The future of social housing provider, a presentation by Kath Scanlon
On 7 February 2018, Kath Scanlon presented the findings from our report, entitled The Future of Social Housing, for Flagship Housing Association. The event was hosted by Switchee, a company that provides a ‘smart thermostat designed to help affordable housing providers fight fuel property’. The event was geared towards a group of industry thought leaders.
In her presentation, Kath discussed the contemporary context under this these considerations are being made. These include the Housing White Paper, social housing green paper (to come), austerity and cutbacks, the housing crisis, not just in London, and, of course, Grenfell. In considering what the future social housing provider may look like, we conducted our research focusing on operation, structure, and customer demographics. Click here to access our full length report, and here to read our summary of our findings.
As it stands, what Housing Associations (HAs) do depends may depend on where you are. If you are on the outside looking in, they provide low-cost housing for low-income or vulnerable people. If you are on the inside, they provide housing. Some of it is low-cost.

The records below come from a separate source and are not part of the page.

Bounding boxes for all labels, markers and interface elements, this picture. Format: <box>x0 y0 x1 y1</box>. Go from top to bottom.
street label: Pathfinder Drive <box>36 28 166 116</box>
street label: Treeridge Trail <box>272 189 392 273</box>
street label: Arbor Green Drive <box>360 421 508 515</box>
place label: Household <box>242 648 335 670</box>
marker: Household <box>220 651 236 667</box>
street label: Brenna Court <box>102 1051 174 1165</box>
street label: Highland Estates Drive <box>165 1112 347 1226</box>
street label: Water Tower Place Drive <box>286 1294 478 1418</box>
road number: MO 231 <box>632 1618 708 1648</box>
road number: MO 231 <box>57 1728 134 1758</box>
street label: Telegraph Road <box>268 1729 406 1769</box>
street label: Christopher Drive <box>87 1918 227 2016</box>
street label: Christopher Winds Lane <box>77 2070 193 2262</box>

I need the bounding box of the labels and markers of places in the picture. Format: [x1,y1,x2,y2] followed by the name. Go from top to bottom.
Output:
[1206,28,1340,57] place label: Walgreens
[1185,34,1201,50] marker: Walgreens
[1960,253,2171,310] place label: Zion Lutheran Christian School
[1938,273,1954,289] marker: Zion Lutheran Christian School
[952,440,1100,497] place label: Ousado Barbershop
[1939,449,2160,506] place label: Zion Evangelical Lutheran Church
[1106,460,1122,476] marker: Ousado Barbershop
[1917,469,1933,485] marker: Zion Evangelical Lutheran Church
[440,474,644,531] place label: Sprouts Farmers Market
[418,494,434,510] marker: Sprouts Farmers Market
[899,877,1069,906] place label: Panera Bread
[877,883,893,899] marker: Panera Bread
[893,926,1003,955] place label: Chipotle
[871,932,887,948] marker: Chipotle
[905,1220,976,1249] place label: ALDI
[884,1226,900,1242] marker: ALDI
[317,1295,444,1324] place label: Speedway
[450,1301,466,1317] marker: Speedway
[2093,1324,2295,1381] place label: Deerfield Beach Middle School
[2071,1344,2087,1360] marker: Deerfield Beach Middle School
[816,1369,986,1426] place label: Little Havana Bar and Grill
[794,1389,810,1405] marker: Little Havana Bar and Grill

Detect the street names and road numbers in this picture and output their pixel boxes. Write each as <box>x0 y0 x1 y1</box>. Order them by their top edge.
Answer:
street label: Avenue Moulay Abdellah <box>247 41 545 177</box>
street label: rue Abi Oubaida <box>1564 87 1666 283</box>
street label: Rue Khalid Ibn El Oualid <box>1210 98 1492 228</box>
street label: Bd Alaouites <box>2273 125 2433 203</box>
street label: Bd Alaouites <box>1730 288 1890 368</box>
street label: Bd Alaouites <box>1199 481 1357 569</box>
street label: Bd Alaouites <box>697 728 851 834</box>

Regardless of the case, Kath identifies four big challenges facing HAs: 1) The macro economic environment, 2) Demographic trends, 3) The welfare regime, and 4) the organisation of the sector. As far as macro economy goes, Housing Associations increasingly operate in same space as for-profit developers—and face the same risks. Demographics: there are more older households now, fewer aged 25-34 with children, but more 25-34 sharers. The welfare regime challenge come in the form of welfare cap and universal credit which mean more tenants have problems making rent payments, and some HAs are refusing local authority nominations. The organisation of the sector challenge points to the trend for bigger organisations to merge, despite there not being clear efficiency gains past a certain size, especially when joint working arrangements could be as effective.
In her presentation, Kath identifies four areas of opportunities where the future social housing provider may focus on. These are: 1) Working with public landowners to build schemes that are mostly / entirely affordable, 2) Improving links between health and social care, 3) Building, owning and managing private rented stock, and 4) Embracing digital working, artificial intelligence and MMC.